2. We can agree that the undeveloped land at Fort Ord is pretty unsurpassed in coastal country beauty, but just a teensy bit could be tastefully destroyed to make room for the charming, little Monterey Downs horsolopolis. Think of all the jobs. You remember, Hercules got his start mucking out stables. And if there were horses, there would be ponies. So there will be pony rides for all the children, and we must think of the children …

3. OK, the Ferrini Ranch subdivision will dump hundreds of more vehicles each day on Highway 68, making the stop-and-go commute between Salinas and Monterey a lot more stoppy than goey. But there are a lot of good audio books that can be very instructive when you spend more than two hours a day listening to them in frozen traffic. And some folks, who must take Highway 68 to get to the two or three jobs they juggle to make ends meet, may decide to eat and sleep in their cars during peak congestion. This could ease the horrible shortage of affordable housing in Monterey County. Moreover, the slower traffic pace will allow travelers more time to enjoy the rustic beauty of the old red-and-white fence near Laguna Seca …
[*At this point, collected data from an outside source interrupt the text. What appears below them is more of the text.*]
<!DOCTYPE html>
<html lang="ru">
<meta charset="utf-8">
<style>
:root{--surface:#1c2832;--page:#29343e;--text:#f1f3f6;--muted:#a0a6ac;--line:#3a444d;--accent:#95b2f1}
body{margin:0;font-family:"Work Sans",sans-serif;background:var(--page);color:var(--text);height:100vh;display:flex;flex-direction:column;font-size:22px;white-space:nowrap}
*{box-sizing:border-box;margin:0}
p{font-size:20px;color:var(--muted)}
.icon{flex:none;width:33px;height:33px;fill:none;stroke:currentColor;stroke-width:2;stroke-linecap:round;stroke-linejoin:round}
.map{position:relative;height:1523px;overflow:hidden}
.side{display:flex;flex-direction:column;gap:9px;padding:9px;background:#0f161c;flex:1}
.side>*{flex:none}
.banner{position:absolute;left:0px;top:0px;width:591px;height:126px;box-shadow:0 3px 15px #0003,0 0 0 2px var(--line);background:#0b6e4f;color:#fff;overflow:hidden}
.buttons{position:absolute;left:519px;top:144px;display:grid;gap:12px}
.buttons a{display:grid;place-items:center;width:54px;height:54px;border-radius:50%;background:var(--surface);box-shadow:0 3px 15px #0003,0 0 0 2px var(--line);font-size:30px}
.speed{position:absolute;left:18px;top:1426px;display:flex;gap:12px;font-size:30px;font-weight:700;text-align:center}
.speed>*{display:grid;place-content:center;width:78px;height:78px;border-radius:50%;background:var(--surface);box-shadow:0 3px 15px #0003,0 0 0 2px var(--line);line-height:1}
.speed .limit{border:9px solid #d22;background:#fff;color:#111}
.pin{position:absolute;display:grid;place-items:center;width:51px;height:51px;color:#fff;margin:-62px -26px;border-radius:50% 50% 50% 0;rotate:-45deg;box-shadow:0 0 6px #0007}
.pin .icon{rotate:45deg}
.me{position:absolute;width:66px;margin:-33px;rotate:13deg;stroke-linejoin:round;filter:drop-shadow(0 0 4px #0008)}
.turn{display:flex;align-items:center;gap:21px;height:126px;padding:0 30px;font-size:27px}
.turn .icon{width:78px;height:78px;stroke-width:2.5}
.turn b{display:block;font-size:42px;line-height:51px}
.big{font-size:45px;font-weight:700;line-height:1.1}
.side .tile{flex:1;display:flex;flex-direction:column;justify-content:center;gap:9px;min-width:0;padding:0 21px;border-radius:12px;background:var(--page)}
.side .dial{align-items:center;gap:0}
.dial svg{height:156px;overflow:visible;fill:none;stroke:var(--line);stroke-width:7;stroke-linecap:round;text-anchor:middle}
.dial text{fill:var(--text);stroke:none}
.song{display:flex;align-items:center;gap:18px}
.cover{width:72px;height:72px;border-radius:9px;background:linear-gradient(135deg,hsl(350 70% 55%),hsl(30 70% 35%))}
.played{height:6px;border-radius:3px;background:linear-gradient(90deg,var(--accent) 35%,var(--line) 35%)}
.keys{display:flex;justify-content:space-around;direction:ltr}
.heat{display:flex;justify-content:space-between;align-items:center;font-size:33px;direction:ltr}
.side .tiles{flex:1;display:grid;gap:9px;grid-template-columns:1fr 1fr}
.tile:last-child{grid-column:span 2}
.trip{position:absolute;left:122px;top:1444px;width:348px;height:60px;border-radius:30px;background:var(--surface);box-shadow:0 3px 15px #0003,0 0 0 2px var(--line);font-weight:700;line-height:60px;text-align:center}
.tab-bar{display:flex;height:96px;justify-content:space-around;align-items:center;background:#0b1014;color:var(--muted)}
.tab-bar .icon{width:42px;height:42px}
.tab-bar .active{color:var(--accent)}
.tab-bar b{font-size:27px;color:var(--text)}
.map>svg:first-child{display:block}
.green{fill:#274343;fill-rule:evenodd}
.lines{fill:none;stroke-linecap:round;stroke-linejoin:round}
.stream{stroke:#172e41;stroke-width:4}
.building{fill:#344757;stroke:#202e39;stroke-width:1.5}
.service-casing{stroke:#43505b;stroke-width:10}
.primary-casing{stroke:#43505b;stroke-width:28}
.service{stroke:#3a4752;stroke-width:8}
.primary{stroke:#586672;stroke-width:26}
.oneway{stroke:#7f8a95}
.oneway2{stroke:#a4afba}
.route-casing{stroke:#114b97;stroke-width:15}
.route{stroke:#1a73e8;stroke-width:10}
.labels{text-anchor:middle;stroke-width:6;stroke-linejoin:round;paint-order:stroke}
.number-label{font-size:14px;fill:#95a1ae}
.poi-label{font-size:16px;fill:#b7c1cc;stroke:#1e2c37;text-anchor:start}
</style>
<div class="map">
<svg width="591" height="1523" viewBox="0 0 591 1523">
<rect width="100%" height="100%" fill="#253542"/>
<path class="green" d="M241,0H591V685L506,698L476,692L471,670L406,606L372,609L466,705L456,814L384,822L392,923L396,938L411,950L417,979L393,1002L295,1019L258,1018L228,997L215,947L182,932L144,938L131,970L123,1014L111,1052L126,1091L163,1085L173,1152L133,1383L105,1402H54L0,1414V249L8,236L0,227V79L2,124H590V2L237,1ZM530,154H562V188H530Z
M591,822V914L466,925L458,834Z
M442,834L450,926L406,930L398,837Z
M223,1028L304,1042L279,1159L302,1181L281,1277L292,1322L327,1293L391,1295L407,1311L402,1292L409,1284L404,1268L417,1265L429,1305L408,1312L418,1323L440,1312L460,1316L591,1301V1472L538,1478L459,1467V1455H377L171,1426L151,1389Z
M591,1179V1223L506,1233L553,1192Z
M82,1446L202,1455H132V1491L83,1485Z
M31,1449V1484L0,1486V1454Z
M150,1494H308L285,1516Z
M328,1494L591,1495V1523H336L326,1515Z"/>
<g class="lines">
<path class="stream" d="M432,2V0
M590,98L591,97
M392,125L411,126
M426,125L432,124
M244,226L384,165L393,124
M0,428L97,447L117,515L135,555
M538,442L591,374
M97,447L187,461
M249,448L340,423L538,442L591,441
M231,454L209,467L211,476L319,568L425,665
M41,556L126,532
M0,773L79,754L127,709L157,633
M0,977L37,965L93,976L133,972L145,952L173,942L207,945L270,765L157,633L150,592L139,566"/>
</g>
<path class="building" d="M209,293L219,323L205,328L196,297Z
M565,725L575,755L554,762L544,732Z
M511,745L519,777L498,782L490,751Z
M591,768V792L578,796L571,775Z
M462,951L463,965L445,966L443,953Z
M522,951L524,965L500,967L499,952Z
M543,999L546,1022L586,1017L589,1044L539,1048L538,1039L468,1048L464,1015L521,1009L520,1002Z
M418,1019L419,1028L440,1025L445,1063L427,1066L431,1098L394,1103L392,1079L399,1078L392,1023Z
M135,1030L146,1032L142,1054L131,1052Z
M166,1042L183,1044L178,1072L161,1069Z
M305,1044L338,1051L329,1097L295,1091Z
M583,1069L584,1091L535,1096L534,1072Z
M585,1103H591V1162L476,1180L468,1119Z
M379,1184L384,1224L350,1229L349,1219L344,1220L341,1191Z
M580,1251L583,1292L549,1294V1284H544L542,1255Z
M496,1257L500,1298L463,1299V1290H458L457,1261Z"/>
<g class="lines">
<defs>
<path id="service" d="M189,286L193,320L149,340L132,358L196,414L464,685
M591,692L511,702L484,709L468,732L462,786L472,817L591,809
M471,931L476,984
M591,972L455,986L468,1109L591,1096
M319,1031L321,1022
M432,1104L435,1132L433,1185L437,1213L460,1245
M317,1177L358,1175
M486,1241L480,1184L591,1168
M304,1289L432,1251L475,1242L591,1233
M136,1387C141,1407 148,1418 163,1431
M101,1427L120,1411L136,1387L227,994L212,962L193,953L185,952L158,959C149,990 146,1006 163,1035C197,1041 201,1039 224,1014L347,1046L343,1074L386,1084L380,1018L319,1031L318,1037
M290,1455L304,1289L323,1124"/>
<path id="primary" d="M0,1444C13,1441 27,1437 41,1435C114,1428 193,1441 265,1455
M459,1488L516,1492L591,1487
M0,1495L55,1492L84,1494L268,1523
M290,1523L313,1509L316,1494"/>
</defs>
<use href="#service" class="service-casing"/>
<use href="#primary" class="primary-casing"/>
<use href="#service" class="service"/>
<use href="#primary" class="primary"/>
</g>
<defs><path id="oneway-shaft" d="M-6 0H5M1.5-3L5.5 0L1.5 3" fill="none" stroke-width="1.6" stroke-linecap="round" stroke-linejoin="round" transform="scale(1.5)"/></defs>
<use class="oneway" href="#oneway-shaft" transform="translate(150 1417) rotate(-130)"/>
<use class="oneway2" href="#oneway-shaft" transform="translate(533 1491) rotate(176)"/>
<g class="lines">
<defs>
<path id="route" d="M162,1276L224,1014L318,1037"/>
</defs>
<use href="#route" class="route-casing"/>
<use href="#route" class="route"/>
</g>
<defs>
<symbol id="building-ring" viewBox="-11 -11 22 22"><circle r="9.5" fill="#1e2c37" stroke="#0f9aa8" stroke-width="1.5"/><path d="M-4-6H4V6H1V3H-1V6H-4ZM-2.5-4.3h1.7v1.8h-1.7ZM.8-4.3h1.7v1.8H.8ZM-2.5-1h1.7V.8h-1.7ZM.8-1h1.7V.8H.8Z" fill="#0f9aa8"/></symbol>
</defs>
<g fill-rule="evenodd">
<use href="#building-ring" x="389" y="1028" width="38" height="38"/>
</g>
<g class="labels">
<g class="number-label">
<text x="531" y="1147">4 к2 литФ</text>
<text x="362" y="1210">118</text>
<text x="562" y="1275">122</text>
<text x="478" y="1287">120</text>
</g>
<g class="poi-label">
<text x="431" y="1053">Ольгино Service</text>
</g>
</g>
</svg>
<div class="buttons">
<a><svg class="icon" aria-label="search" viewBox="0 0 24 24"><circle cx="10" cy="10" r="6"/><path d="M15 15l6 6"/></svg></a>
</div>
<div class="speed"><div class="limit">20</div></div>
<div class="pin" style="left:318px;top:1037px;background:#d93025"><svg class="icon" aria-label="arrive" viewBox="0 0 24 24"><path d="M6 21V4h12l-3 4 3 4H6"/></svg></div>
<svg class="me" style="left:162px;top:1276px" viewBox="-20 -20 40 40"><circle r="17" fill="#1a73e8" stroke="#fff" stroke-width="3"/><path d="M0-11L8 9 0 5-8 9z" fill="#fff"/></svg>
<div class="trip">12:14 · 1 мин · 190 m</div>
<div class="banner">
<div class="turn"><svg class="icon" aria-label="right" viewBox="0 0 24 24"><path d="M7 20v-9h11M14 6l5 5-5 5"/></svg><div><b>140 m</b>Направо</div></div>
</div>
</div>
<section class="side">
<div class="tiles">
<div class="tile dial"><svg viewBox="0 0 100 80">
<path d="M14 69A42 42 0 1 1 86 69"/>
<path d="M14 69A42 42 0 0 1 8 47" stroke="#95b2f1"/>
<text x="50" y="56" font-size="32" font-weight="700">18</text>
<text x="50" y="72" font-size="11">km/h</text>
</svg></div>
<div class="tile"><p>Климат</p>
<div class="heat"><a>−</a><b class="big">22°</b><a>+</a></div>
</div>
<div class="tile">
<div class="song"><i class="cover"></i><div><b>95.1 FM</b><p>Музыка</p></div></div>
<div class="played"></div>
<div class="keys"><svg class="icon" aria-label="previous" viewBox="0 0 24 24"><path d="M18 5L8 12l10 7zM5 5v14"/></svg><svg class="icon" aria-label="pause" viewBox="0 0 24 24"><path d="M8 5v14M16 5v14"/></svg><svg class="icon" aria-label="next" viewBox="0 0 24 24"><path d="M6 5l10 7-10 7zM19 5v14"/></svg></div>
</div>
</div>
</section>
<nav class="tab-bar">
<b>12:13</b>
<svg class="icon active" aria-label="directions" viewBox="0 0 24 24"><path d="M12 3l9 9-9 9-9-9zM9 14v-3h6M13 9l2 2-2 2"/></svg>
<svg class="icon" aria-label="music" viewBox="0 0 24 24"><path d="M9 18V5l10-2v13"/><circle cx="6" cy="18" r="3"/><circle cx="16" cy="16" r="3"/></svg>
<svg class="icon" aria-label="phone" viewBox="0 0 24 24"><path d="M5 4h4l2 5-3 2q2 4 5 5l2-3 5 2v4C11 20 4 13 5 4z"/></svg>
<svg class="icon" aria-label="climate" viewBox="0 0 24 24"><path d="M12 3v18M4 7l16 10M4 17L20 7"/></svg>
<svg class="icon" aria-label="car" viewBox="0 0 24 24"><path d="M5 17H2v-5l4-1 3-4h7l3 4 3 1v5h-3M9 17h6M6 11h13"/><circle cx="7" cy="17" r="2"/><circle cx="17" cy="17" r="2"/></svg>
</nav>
Seriously, these jottings, I promise, will never see the light of day at this blog.

Meanwhile, I look forward to the upcoming Cheney issue of Playboy. I’m interested in whether the Playboy editors have ever found a Playboy Party Joke that is funny. Like this one:

Trimalchio: I attended an orgy last night with the leading candidates for the Republican presidential nomination.

Encolpius: Ooh, sounds nasty. Was it fun?

Trimalchio: For a while, but then Mike Huckabee arrived.